Source data: Begin

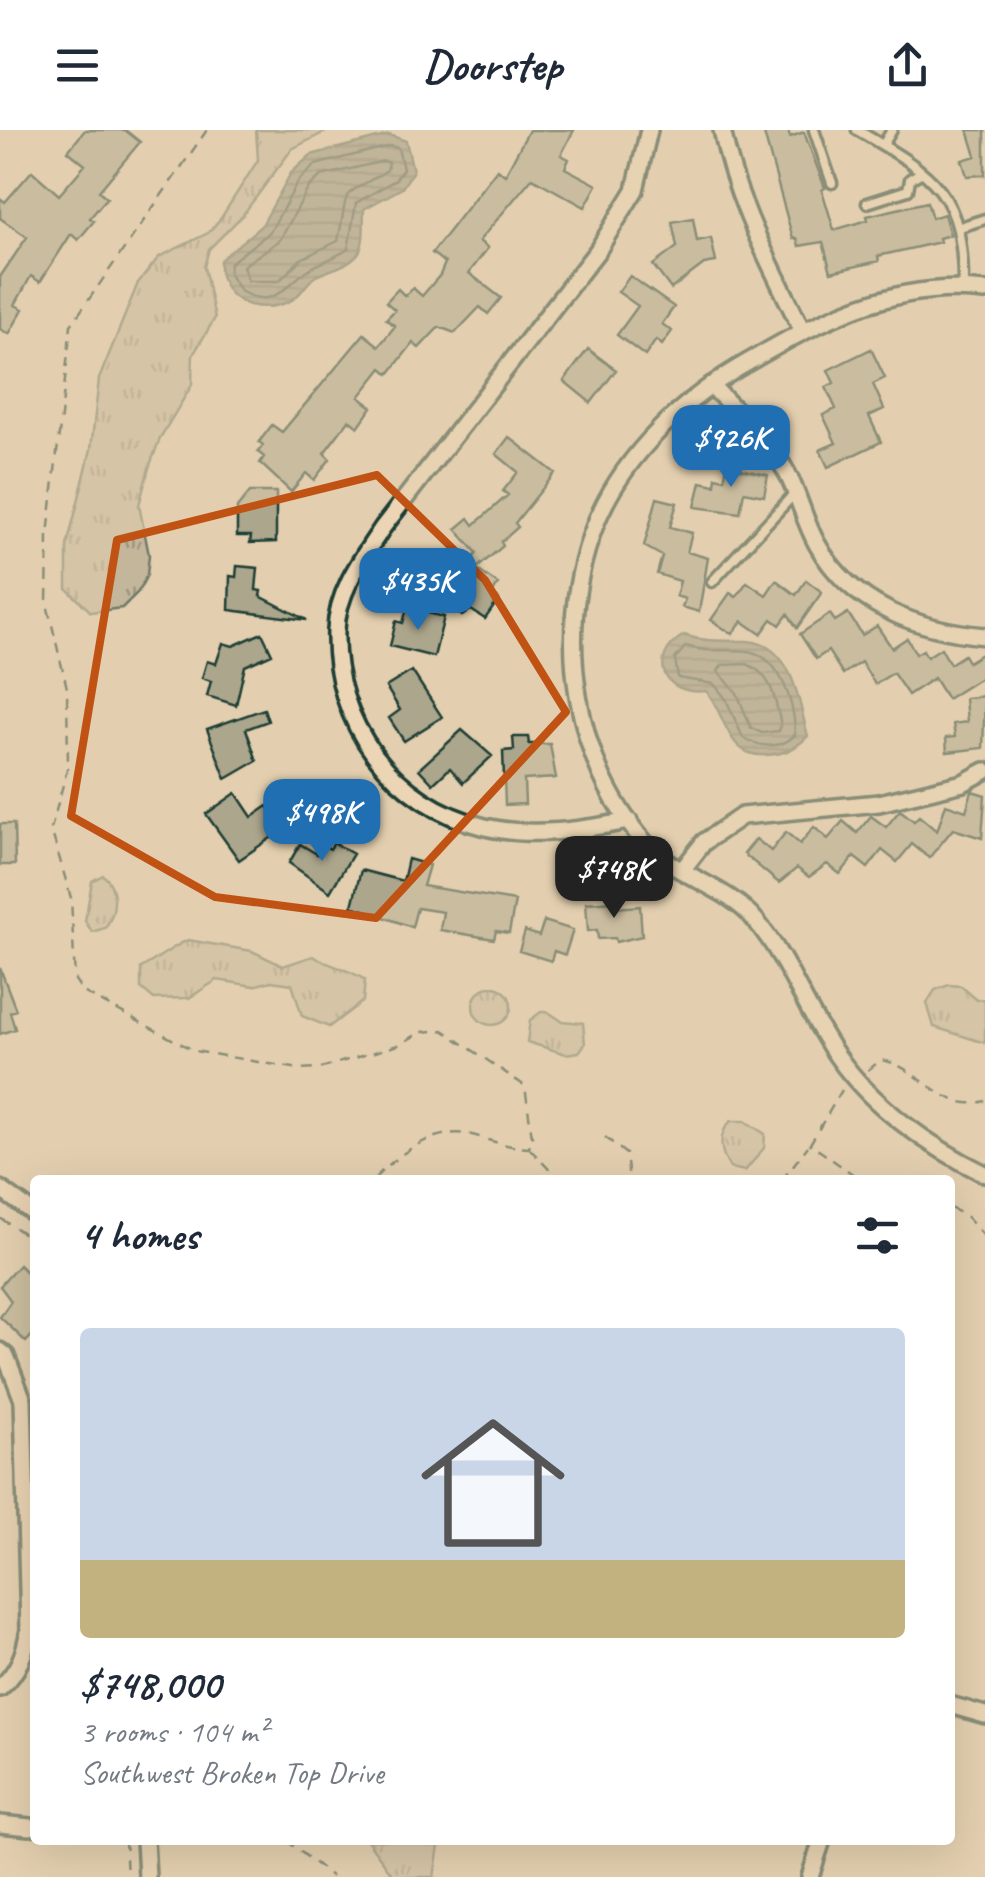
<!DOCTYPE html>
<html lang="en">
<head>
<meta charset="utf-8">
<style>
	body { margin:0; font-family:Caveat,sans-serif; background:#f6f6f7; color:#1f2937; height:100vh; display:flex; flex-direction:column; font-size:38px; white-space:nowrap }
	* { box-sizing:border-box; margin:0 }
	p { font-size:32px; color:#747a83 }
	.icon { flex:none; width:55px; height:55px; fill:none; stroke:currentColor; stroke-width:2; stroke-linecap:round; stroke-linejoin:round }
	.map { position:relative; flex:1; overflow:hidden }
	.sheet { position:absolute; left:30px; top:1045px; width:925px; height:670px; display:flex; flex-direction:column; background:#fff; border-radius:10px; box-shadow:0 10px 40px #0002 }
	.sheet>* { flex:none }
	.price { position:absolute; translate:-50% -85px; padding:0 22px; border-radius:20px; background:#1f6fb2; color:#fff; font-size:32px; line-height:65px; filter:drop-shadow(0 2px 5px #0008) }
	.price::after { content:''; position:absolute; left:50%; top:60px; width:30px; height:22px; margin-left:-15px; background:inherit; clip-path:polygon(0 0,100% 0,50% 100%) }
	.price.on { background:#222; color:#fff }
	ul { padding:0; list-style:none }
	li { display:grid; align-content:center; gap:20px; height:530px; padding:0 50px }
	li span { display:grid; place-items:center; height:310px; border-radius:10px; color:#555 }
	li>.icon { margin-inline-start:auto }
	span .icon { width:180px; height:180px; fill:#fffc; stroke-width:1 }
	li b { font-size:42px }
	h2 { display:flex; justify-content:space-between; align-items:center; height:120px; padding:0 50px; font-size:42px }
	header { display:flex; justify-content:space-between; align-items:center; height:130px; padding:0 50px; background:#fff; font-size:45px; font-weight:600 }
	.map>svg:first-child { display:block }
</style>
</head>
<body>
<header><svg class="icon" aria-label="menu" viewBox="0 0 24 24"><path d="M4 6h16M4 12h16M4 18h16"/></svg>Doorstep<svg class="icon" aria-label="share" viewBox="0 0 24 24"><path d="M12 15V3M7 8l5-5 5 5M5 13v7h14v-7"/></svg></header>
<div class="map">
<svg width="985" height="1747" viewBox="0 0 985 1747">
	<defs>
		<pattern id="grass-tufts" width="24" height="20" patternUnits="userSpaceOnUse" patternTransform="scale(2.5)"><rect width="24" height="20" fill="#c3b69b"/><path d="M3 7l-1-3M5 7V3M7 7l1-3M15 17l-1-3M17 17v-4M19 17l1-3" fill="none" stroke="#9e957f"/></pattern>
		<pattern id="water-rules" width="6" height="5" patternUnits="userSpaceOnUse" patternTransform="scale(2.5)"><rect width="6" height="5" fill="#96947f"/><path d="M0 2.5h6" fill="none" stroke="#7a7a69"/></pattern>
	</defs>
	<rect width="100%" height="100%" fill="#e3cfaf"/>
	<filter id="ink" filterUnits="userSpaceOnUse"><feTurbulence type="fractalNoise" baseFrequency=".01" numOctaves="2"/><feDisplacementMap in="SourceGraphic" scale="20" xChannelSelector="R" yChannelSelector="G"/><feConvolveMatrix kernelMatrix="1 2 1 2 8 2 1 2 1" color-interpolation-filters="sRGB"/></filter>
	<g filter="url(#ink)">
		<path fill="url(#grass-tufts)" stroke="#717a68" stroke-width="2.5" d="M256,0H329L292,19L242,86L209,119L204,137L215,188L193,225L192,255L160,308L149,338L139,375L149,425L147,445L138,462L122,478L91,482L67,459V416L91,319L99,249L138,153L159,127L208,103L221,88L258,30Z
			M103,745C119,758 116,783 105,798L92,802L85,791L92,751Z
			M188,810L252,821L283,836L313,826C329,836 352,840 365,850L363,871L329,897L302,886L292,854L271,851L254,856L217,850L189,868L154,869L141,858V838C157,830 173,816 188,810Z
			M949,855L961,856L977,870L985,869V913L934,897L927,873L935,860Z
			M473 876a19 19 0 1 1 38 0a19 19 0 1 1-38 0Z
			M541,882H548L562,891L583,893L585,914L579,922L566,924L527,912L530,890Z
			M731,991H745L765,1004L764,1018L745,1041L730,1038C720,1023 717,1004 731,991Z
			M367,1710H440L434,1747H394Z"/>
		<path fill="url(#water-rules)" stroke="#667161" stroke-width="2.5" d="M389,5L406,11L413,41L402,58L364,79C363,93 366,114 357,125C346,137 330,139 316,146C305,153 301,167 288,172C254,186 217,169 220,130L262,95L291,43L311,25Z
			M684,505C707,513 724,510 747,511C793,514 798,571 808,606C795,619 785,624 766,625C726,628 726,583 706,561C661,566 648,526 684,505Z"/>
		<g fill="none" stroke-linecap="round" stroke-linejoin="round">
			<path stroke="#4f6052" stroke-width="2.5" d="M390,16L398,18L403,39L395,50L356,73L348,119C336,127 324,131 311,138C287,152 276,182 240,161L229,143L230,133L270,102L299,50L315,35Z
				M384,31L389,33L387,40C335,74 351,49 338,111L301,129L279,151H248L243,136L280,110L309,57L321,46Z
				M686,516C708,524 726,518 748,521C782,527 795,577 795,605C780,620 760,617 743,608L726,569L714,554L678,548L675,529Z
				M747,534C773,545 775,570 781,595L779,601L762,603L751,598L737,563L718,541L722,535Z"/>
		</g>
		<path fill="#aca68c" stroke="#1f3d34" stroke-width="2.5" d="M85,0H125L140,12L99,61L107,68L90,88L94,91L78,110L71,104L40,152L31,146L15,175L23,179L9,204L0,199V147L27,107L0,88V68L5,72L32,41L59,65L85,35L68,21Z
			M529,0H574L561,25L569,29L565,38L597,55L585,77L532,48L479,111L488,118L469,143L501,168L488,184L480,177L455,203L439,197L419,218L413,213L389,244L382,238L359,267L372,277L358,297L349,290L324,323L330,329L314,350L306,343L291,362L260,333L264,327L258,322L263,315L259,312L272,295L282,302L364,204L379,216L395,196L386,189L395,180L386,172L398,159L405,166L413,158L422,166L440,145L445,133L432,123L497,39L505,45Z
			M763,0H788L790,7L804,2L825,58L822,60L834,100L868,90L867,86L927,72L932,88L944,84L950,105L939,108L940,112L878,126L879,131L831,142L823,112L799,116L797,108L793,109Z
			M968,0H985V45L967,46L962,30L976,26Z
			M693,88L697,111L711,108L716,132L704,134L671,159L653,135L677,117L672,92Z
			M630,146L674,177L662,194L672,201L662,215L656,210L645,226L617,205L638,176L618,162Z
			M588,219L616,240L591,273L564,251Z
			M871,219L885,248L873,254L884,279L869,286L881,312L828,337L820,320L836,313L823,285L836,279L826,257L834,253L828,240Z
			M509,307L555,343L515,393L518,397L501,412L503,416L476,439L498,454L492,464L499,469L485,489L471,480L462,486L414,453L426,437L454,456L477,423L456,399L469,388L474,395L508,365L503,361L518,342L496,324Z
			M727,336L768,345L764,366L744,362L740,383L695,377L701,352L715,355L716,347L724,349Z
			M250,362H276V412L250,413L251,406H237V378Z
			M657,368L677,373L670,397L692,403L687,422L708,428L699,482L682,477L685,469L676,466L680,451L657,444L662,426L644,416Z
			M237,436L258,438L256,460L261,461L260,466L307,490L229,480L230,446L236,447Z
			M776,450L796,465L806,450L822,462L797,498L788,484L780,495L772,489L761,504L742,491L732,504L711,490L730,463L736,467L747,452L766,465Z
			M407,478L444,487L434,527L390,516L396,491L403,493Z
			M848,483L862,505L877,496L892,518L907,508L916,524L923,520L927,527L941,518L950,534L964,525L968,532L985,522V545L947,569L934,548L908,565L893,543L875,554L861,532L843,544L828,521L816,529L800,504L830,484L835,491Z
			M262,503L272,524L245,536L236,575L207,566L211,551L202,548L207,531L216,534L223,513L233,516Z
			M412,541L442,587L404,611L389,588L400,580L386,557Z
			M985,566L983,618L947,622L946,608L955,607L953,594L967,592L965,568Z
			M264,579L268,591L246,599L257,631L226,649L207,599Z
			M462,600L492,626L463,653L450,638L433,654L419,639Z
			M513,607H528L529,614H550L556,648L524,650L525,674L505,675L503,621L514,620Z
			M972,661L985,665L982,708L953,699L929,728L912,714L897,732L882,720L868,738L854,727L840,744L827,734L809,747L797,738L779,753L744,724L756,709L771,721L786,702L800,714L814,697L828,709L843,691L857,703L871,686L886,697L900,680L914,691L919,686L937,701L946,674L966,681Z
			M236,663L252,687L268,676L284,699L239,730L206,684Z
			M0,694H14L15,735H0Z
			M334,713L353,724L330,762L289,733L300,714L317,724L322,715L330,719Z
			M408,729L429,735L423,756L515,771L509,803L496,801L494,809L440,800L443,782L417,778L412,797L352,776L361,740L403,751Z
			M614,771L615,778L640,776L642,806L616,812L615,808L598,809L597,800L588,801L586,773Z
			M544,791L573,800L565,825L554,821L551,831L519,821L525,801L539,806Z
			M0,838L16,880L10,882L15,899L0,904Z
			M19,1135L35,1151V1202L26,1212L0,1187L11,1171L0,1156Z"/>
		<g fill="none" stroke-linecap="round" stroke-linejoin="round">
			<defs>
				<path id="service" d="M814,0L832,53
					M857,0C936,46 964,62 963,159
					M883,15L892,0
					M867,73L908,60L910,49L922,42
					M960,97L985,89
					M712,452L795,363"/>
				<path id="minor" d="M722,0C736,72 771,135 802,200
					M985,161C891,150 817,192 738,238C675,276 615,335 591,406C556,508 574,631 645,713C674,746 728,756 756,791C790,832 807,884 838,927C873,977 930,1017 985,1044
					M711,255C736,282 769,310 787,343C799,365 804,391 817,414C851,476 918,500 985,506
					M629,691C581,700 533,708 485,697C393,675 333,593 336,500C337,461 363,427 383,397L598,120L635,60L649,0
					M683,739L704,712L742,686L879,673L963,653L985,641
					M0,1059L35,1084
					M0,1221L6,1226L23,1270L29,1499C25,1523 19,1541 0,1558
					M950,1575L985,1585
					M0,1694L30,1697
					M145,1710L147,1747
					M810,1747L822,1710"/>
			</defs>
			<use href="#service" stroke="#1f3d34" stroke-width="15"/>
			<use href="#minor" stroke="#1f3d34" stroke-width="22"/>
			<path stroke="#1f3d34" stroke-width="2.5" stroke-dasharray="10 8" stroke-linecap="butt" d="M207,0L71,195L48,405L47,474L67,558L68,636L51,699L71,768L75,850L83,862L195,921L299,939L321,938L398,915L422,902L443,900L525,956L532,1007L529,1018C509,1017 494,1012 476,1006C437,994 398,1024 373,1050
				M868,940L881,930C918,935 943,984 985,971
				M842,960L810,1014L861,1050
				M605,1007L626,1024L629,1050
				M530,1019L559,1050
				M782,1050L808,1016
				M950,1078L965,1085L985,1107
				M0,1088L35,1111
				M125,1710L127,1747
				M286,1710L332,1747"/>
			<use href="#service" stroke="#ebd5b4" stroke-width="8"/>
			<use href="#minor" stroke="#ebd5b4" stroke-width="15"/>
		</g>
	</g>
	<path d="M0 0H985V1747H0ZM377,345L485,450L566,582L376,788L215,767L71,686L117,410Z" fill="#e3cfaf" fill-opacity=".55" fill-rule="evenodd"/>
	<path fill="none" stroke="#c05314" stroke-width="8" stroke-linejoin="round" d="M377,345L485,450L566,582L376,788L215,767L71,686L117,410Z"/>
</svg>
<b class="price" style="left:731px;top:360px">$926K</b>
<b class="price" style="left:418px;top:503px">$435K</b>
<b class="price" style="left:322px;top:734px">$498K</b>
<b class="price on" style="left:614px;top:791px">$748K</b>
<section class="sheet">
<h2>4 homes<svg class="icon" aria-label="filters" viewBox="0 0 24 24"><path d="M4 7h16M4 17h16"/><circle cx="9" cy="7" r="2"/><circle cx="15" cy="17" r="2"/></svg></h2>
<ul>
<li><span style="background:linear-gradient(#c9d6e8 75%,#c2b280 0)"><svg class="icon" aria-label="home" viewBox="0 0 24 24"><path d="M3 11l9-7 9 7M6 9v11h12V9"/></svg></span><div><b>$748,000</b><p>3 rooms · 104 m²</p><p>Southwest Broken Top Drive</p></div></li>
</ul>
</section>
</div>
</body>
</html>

Source data: End

* **Task directions**: From the records above, transcribe exactly the run of lines that opens with the line holding "7l-1-3M5 7V3M7 7l1-3M15" and closes with the line holding "324,131 311,138C287,152 276,182", both included.

* **Result**:
		<pattern id="grass-tufts" width="24" height="20" patternUnits="userSpaceOnUse" patternTransform="scale(2.5)"><rect width="24" height="20" fill="#c3b69b"/><path d="M3 7l-1-3M5 7V3M7 7l1-3M15 17l-1-3M17 17v-4M19 17l1-3" fill="none" stroke="#9e957f"/></pattern>
		<pattern id="water-rules" width="6" height="5" patternUnits="userSpaceOnUse" patternTransform="scale(2.5)"><rect width="6" height="5" fill="#96947f"/><path d="M0 2.5h6" fill="none" stroke="#7a7a69"/></pattern>
	</defs>
	<rect width="100%" height="100%" fill="#e3cfaf"/>
	<filter id="ink" filterUnits="userSpaceOnUse"><feTurbulence type="fractalNoise" baseFrequency=".01" numOctaves="2"/><feDisplacementMap in="SourceGraphic" scale="20" xChannelSelector="R" yChannelSelector="G"/><feConvolveMatrix kernelMatrix="1 2 1 2 8 2 1 2 1" color-interpolation-filters="sRGB"/></filter>
	<g filter="url(#ink)">
		<path fill="url(#grass-tufts)" stroke="#717a68" stroke-width="2.5" d="M256,0H329L292,19L242,86L209,119L204,137L215,188L193,225L192,255L160,308L149,338L139,375L149,425L147,445L138,462L122,478L91,482L67,459V416L91,319L99,249L138,153L159,127L208,103L221,88L258,30Z
			M103,745C119,758 116,783 105,798L92,802L85,791L92,751Z
			M188,810L252,821L283,836L313,826C329,836 352,840 365,850L363,871L329,897L302,886L292,854L271,851L254,856L217,850L189,868L154,869L141,858V838C157,830 173,816 188,810Z
			M949,855L961,856L977,870L985,869V913L934,897L927,873L935,860Z
			M473 876a19 19 0 1 1 38 0a19 19 0 1 1-38 0Z
			M541,882H548L562,891L583,893L585,914L579,922L566,924L527,912L530,890Z
			M731,991H745L765,1004L764,1018L745,1041L730,1038C720,1023 717,1004 731,991Z
			M367,1710H440L434,1747H394Z"/>
		<path fill="url(#water-rules)" stroke="#667161" stroke-width="2.5" d="M389,5L406,11L413,41L402,58L364,79C363,93 366,114 357,125C346,137 330,139 316,146C305,153 301,167 288,172C254,186 217,169 220,130L262,95L291,43L311,25Z
			M684,505C707,513 724,510 747,511C793,514 798,571 808,606C795,619 785,624 766,625C726,628 726,583 706,561C661,566 648,526 684,505Z"/>
		<g fill="none" stroke-linecap="round" stroke-linejoin="round">
			<path stroke="#4f6052" stroke-width="2.5" d="M390,16L398,18L403,39L395,50L356,73L348,119C336,127 324,131 311,138C287,152 276,182 240,161L229,143L230,133L270,102L299,50L315,35Z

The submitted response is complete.